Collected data
_ _ _ _
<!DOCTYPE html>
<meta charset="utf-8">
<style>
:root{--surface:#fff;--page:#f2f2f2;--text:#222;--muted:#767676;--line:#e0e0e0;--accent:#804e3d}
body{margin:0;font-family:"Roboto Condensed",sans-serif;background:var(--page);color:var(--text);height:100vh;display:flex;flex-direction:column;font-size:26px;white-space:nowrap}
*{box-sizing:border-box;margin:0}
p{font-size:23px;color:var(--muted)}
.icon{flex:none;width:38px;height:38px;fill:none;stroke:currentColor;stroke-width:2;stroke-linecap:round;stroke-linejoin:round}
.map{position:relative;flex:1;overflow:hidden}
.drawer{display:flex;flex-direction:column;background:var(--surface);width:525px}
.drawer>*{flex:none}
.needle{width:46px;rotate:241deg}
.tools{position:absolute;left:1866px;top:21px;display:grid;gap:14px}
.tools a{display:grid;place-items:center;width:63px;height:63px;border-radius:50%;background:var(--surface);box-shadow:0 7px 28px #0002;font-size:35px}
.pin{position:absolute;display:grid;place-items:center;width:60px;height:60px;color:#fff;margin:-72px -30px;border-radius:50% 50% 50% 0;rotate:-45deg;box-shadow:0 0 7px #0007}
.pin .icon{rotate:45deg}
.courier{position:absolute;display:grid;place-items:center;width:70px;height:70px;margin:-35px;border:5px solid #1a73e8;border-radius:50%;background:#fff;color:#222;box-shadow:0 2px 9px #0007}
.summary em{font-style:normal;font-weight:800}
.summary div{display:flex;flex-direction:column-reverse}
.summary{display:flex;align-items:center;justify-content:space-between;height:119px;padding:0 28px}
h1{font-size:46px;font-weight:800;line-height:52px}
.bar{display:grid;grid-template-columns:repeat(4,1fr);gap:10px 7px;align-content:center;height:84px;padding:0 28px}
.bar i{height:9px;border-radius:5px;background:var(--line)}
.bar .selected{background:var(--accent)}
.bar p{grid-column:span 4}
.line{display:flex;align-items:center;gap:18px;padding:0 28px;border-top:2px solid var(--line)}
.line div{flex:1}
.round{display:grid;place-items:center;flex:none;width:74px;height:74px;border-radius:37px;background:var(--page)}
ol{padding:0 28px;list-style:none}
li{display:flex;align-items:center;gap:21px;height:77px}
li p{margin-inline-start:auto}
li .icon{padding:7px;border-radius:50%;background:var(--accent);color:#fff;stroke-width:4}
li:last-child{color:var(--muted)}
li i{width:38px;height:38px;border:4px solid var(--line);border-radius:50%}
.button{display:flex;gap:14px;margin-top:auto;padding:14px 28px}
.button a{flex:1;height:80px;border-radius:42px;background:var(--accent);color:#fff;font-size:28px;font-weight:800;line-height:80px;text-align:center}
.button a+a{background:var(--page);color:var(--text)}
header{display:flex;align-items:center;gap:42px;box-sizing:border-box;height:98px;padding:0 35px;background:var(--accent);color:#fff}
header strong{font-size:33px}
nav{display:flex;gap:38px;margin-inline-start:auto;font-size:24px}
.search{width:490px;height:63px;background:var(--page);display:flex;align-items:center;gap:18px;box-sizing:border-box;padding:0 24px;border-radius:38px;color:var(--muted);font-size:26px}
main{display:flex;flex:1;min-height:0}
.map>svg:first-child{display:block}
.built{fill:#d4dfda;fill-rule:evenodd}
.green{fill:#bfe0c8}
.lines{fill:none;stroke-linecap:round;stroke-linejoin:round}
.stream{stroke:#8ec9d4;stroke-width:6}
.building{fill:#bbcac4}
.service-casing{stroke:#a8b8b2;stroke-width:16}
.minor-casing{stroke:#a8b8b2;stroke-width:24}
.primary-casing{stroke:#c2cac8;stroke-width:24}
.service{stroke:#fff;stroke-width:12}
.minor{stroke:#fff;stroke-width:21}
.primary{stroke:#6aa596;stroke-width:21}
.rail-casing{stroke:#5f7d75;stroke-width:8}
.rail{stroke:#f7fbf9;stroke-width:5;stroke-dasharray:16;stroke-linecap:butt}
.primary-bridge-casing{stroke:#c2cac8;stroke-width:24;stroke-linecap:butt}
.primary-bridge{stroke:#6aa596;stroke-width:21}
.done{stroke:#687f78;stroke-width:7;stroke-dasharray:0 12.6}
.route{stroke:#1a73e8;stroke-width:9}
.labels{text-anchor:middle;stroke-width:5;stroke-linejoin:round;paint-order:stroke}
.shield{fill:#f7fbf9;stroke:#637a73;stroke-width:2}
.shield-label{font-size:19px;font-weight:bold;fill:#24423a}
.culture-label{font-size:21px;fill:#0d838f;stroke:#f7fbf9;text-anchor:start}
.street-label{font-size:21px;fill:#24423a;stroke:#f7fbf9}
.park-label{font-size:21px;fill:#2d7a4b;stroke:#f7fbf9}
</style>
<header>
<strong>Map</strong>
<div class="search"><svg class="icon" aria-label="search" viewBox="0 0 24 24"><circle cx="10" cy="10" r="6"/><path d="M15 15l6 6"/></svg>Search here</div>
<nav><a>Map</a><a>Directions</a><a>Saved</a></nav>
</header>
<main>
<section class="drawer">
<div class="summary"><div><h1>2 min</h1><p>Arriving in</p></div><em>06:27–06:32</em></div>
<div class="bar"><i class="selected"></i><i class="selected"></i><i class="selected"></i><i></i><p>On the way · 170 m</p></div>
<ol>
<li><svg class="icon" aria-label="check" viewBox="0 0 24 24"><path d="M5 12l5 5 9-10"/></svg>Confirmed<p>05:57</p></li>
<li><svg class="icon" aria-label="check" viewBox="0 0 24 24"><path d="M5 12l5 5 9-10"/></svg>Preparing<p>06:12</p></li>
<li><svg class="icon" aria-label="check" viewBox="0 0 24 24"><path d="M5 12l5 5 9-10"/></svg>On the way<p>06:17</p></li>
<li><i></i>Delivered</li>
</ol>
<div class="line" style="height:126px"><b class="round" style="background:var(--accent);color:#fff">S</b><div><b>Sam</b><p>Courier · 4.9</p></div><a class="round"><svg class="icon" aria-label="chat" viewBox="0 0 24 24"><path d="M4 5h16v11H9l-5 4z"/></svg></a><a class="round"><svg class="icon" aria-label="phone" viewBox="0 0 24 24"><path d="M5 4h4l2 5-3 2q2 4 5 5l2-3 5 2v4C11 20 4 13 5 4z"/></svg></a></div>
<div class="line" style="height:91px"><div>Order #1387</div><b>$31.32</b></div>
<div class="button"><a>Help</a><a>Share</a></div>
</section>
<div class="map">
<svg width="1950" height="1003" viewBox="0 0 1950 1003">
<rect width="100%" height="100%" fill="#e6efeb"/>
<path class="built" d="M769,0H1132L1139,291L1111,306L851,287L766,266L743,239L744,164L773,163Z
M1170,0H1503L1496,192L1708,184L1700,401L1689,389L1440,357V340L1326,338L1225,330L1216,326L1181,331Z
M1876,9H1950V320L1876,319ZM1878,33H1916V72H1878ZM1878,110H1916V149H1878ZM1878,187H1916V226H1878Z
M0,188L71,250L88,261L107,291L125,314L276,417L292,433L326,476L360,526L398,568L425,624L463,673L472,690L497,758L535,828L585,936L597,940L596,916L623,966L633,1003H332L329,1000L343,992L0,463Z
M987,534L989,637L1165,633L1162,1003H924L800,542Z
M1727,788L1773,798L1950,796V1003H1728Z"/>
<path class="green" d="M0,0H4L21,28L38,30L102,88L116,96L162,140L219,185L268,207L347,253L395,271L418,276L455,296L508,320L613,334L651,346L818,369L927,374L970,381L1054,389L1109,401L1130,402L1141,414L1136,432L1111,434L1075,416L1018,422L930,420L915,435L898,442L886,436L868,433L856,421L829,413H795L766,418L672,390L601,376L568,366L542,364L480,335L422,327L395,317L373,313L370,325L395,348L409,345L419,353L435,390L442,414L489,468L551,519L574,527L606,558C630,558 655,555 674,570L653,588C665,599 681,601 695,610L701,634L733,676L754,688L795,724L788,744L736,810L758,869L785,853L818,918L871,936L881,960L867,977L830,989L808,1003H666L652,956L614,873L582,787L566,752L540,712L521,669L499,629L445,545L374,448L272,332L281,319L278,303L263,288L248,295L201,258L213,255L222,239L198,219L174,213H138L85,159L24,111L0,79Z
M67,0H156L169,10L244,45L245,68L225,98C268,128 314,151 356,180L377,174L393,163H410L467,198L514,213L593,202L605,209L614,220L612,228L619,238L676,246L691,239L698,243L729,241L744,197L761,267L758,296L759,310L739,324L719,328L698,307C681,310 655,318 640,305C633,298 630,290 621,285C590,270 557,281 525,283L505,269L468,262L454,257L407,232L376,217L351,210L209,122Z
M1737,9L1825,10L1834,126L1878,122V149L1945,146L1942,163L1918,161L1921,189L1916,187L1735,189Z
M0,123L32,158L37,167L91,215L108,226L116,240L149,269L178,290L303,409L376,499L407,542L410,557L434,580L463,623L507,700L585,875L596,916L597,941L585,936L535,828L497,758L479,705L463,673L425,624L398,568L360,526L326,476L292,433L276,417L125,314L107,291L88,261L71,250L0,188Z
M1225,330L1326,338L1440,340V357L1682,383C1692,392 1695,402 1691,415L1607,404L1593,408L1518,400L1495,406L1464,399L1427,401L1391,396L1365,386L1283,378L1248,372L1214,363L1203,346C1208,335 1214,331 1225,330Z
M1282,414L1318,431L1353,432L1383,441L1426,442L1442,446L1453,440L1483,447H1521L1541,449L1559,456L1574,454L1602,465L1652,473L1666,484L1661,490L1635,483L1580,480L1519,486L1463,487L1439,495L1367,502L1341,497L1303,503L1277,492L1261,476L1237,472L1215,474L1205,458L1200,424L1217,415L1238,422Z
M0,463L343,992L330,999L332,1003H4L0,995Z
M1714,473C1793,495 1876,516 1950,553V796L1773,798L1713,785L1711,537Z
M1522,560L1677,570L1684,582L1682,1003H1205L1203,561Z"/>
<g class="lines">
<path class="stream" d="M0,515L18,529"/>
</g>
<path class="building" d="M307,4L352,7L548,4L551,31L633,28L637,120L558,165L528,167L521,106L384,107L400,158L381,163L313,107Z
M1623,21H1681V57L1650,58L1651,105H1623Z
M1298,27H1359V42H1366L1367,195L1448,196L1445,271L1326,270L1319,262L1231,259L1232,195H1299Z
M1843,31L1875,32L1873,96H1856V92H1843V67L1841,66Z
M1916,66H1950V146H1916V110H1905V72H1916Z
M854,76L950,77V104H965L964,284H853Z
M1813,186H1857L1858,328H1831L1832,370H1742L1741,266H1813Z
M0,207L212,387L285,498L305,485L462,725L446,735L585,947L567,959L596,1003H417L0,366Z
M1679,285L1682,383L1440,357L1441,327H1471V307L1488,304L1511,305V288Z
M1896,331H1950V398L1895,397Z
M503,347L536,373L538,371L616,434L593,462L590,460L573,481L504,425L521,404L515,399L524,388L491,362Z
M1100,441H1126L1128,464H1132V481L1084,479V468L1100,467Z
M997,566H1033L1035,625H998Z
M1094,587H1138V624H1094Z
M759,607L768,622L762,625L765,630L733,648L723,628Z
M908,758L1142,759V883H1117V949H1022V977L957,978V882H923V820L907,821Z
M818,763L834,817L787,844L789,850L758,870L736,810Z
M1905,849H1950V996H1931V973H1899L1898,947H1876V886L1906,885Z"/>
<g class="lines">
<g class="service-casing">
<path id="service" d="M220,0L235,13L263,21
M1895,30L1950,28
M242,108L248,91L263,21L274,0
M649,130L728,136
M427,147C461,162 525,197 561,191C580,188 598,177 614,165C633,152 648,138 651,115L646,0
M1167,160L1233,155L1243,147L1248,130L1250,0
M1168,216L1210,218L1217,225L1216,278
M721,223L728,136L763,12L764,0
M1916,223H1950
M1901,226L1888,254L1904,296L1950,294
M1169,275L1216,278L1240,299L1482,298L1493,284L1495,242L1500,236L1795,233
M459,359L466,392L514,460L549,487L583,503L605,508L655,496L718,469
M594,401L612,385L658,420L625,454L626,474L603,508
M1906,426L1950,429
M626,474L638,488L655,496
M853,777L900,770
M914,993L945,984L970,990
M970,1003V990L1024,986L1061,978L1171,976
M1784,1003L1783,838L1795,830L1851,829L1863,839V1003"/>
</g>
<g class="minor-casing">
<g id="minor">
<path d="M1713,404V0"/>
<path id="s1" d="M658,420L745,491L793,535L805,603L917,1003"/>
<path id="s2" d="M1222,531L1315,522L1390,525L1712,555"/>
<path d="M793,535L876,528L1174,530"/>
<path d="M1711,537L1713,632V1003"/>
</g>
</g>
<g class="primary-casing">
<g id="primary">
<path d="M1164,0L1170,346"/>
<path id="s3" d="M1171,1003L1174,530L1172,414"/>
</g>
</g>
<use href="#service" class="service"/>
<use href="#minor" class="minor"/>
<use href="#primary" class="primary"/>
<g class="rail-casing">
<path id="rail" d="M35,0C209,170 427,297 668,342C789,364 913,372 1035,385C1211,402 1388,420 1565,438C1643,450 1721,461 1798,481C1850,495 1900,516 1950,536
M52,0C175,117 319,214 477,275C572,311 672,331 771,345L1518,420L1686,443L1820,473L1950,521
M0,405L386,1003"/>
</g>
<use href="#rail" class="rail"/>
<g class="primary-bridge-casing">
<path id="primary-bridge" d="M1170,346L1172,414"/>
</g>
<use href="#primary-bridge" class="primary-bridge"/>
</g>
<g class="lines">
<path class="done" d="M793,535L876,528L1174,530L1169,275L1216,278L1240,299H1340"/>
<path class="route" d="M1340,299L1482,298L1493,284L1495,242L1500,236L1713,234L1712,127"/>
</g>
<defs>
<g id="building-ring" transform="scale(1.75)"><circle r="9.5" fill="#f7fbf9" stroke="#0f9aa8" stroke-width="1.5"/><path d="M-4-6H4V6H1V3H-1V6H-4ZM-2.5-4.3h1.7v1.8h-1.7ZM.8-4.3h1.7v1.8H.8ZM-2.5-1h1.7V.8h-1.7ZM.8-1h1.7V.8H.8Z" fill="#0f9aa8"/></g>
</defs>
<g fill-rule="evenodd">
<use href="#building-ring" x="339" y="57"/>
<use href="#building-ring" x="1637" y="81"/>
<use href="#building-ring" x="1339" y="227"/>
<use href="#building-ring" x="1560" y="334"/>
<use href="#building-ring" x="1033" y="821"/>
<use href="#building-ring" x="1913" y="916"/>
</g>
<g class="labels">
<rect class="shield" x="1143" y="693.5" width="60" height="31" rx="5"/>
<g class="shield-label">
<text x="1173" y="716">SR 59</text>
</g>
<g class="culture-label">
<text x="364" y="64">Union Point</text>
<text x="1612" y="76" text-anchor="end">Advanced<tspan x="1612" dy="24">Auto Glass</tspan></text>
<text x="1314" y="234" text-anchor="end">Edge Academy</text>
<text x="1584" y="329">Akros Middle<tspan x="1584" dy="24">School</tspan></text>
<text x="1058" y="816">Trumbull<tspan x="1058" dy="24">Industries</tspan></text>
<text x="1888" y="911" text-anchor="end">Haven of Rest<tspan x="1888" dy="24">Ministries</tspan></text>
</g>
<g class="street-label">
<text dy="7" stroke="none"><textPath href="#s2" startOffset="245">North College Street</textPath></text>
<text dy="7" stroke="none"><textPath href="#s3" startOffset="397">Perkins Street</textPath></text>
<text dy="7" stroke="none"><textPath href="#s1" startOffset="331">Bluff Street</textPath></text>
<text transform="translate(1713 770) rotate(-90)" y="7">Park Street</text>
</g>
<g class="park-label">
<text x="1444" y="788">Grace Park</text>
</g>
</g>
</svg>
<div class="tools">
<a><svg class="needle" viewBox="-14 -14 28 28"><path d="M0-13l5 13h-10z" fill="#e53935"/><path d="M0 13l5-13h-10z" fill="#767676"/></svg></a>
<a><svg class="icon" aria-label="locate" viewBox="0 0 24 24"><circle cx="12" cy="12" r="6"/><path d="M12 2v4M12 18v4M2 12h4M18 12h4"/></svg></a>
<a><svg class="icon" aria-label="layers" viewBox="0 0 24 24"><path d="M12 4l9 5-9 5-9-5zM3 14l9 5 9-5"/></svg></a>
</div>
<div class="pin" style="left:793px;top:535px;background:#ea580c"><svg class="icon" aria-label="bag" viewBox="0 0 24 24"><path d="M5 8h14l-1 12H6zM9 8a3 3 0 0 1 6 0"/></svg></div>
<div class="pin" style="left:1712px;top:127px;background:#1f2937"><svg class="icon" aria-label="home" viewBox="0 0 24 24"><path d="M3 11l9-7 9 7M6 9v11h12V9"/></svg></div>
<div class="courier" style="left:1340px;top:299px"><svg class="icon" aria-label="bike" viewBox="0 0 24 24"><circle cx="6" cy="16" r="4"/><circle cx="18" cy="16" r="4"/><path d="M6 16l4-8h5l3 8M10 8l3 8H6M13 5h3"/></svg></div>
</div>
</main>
_ _ _ _
Brief => Go through the records and copy each line with "drawer" in it.

Completed exercise =>
.drawer{display:flex;flex-direction:column;background:var(--surface);width:525px}
.drawer>*{flex:none}
<section class="drawer">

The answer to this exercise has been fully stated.